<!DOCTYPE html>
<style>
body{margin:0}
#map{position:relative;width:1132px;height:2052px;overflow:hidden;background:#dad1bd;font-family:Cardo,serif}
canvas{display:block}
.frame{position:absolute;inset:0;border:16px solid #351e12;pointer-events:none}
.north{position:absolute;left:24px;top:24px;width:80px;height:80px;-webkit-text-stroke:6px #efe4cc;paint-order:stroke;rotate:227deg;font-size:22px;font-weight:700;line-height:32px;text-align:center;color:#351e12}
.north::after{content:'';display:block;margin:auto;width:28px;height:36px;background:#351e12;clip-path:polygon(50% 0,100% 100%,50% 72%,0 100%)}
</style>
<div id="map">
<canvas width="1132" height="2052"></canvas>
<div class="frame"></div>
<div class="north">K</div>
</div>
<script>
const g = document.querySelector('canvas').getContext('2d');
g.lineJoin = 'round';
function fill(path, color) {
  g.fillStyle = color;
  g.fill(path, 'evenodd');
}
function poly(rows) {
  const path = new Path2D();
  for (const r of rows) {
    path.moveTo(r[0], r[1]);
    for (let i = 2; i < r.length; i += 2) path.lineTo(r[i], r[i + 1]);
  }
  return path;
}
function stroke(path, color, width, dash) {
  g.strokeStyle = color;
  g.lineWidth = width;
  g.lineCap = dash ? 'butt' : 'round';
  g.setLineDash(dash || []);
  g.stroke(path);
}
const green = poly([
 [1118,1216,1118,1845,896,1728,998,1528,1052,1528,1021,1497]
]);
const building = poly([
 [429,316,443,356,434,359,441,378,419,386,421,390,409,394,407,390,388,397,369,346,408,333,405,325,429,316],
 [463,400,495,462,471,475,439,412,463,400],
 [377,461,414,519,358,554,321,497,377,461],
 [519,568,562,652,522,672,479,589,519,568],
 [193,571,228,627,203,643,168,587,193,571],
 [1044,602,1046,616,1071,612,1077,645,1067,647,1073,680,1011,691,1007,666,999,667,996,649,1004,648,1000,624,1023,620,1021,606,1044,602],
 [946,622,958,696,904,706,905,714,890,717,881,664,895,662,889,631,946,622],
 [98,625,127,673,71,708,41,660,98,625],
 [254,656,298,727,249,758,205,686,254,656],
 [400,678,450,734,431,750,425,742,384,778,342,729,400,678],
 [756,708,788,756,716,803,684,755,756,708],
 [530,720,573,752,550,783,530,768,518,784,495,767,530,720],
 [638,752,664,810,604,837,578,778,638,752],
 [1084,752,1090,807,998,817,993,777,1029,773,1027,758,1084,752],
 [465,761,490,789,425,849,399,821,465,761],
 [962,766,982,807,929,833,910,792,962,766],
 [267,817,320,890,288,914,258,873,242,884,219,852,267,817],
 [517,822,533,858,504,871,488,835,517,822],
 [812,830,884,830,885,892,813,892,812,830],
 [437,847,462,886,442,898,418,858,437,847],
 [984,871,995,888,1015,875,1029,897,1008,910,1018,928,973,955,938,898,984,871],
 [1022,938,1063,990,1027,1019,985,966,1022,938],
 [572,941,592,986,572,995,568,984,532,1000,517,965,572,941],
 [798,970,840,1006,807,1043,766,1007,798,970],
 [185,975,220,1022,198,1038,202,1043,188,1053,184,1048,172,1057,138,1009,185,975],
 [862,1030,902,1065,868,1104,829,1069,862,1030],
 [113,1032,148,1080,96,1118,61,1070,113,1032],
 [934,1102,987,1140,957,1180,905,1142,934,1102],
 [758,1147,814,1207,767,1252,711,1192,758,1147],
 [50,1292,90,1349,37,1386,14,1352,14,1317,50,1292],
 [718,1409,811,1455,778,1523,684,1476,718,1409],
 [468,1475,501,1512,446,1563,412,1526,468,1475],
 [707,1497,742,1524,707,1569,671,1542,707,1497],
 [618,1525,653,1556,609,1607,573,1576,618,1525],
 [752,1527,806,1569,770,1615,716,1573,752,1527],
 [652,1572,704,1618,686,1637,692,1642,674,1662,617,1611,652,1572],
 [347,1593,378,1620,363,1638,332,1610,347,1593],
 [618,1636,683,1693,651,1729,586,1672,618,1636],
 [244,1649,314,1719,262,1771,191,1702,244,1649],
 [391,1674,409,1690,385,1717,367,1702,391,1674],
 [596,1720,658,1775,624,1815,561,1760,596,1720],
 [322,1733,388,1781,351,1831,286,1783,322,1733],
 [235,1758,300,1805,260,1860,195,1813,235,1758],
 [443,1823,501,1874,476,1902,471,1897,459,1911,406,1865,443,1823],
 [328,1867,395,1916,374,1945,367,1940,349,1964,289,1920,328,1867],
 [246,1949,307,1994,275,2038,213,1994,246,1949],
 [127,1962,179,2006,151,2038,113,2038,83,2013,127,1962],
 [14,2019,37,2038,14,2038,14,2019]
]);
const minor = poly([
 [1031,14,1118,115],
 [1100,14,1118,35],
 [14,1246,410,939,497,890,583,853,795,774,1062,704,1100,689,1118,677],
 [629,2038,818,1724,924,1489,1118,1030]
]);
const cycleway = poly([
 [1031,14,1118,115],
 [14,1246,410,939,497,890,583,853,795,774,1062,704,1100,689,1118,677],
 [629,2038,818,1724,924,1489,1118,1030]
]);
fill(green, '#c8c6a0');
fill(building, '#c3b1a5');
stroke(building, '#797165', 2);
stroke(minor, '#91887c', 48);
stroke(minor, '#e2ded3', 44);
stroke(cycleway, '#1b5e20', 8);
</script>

* * *

Restate, word for word and without additions, every line from the top of the listing above through the line that contains "0,100% 100%,50% 72%,0".

<!DOCTYPE html>
<style>
body{margin:0}
#map{position:relative;width:1132px;height:2052px;overflow:hidden;background:#dad1bd;font-family:Cardo,serif}
canvas{display:block}
.frame{position:absolute;inset:0;border:16px solid #351e12;pointer-events:none}
.north{position:absolute;left:24px;top:24px;width:80px;height:80px;-webkit-text-stroke:6px #efe4cc;paint-order:stroke;rotate:227deg;font-size:22px;font-weight:700;line-height:32px;text-align:center;color:#351e12}
.north::after{content:'';display:block;margin:auto;width:28px;height:36px;background:#351e12;clip-path:polygon(50% 0,100% 100%,50% 72%,0 100%)}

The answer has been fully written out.